### What you need to do
All lines in the records below that hold "water" are to be shown.

### Data to examine
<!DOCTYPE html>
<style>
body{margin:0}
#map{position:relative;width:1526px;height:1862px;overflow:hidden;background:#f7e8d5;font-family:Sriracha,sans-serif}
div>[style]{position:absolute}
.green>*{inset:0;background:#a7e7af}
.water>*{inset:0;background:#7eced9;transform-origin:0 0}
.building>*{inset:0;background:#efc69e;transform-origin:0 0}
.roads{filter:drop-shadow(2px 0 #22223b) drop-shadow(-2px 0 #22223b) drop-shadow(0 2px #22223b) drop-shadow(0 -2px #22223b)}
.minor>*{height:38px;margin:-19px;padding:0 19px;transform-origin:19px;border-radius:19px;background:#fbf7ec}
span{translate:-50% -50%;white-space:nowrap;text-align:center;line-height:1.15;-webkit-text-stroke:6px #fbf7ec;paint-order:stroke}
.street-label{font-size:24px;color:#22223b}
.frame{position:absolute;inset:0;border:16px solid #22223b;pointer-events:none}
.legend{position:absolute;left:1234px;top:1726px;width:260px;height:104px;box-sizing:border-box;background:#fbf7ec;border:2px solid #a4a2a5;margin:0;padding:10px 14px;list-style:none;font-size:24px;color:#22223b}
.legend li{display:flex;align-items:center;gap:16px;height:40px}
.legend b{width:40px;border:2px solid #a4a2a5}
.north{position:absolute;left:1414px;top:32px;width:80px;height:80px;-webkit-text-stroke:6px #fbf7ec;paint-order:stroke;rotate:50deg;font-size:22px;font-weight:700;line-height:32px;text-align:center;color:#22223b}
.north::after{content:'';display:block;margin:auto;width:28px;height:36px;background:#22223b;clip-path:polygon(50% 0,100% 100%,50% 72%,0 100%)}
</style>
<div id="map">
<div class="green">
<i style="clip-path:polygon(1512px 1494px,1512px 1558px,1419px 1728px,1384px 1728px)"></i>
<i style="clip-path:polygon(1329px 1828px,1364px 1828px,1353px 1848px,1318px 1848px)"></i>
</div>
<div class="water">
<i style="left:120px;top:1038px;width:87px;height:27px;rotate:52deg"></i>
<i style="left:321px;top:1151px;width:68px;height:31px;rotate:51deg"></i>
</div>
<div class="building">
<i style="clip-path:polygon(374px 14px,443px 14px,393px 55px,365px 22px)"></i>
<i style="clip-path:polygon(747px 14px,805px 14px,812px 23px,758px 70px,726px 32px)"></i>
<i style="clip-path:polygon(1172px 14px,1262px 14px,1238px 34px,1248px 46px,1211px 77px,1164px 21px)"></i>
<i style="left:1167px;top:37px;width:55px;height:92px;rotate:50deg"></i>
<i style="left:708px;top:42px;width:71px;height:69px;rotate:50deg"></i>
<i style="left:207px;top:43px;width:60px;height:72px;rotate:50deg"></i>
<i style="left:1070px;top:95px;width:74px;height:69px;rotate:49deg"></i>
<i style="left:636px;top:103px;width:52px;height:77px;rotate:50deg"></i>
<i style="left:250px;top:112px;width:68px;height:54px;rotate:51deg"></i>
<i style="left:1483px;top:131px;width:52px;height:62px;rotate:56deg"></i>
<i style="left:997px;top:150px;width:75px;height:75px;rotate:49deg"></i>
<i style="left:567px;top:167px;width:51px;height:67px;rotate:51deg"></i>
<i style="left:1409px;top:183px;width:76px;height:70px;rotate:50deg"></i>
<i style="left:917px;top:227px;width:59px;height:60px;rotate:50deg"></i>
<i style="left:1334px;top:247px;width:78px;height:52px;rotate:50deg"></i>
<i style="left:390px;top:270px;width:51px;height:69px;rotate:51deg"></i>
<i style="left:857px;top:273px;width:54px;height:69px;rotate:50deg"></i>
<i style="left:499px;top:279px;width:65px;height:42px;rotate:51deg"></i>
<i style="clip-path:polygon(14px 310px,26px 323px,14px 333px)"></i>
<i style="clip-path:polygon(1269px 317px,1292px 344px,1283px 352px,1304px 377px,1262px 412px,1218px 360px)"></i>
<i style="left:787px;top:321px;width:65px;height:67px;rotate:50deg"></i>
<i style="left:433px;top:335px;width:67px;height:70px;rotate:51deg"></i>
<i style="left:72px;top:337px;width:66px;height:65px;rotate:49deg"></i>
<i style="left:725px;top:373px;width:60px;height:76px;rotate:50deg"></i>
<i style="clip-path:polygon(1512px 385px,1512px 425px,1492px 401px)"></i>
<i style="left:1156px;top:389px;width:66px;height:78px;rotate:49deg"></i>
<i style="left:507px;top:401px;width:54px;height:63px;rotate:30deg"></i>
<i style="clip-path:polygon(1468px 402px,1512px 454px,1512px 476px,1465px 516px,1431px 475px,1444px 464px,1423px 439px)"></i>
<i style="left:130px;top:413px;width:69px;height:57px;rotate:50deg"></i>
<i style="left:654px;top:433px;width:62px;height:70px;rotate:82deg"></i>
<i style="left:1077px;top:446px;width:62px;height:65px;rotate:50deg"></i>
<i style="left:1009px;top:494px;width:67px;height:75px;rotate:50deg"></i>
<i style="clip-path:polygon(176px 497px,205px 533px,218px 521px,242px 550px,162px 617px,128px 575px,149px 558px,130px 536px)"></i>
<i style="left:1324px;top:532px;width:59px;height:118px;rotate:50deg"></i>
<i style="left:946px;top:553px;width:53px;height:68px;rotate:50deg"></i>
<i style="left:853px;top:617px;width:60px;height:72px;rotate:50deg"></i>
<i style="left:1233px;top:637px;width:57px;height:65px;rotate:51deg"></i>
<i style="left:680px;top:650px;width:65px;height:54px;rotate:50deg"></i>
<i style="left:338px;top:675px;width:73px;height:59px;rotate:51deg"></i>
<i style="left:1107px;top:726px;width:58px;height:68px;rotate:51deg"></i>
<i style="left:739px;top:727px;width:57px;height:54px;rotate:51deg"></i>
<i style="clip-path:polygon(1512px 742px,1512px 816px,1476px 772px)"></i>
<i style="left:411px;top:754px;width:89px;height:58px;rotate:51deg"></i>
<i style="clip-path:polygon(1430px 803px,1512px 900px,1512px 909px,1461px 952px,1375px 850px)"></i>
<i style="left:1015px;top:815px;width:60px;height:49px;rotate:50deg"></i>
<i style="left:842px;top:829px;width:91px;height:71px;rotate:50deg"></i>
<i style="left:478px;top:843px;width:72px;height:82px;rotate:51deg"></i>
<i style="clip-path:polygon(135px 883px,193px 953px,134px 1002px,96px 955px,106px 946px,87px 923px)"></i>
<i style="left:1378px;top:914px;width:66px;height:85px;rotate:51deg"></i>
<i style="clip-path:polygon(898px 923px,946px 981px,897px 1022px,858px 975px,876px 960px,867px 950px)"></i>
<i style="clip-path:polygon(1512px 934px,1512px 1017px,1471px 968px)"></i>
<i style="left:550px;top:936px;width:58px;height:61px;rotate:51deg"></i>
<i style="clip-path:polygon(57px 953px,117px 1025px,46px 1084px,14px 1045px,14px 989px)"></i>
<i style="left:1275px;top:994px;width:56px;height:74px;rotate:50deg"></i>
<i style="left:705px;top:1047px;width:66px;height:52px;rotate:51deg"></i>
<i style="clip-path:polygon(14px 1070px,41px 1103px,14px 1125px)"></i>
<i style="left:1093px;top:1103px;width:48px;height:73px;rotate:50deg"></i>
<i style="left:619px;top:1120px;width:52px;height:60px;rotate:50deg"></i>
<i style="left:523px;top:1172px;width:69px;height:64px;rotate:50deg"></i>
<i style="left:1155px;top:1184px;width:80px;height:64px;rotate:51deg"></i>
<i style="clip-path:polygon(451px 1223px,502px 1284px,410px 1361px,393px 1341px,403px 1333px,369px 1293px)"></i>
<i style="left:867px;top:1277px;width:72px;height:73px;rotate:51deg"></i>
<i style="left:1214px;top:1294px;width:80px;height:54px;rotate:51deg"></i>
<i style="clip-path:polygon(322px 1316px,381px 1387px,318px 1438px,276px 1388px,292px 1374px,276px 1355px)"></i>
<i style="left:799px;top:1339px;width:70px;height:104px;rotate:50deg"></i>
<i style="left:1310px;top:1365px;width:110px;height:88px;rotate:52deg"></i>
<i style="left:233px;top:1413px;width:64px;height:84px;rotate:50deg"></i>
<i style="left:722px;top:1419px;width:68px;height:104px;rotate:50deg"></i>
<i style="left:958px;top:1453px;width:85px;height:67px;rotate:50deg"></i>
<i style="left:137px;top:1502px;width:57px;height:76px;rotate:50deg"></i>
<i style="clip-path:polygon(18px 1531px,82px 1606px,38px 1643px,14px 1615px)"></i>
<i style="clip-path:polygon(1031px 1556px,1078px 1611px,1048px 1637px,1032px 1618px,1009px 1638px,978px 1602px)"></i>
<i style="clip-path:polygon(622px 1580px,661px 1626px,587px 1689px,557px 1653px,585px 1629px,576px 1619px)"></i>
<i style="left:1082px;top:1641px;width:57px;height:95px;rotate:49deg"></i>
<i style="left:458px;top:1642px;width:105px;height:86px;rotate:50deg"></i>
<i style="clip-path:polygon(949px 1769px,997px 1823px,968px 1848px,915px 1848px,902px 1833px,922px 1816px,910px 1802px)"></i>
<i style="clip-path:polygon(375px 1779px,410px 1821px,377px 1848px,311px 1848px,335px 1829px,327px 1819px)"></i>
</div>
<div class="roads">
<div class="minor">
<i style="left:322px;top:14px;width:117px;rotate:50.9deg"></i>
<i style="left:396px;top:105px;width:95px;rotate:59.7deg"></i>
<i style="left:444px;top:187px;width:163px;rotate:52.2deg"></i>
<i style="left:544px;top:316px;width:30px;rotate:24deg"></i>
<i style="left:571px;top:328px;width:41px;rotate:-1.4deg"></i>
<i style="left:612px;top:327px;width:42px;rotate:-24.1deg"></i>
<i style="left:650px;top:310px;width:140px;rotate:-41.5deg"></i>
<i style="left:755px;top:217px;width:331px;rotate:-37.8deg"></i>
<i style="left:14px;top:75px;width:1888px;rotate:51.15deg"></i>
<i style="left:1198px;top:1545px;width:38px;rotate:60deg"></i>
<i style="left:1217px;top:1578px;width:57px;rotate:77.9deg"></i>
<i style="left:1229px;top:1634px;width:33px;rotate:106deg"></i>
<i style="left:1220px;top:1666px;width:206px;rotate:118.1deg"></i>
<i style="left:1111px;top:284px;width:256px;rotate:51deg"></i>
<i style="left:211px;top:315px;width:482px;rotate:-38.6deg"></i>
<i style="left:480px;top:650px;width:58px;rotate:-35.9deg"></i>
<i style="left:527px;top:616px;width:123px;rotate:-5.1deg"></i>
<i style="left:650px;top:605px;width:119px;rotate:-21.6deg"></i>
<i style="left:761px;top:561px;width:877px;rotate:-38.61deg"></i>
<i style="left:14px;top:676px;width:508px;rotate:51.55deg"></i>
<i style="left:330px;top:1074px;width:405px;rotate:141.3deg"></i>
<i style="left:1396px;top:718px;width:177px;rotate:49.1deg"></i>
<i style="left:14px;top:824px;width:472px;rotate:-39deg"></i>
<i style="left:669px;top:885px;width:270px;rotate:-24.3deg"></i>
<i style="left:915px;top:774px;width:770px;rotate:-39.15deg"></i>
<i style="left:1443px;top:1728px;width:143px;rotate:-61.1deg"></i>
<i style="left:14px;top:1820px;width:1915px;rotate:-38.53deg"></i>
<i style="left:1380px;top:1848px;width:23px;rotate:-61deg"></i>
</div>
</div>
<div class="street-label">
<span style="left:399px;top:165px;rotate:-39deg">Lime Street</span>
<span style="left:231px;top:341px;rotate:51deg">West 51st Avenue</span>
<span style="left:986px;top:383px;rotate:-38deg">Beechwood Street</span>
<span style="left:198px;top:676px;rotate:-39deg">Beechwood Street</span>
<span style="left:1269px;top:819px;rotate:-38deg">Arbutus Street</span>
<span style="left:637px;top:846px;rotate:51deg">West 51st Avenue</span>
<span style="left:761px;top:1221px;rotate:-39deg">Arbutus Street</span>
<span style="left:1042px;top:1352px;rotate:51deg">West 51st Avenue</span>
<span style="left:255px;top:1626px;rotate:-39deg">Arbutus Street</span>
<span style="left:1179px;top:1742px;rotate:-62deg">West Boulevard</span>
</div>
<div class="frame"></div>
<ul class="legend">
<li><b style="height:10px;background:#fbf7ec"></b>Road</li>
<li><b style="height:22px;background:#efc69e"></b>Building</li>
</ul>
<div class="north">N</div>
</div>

### Written reply
.water>*{inset:0;background:#7eced9;transform-origin:0 0}
<div class="water">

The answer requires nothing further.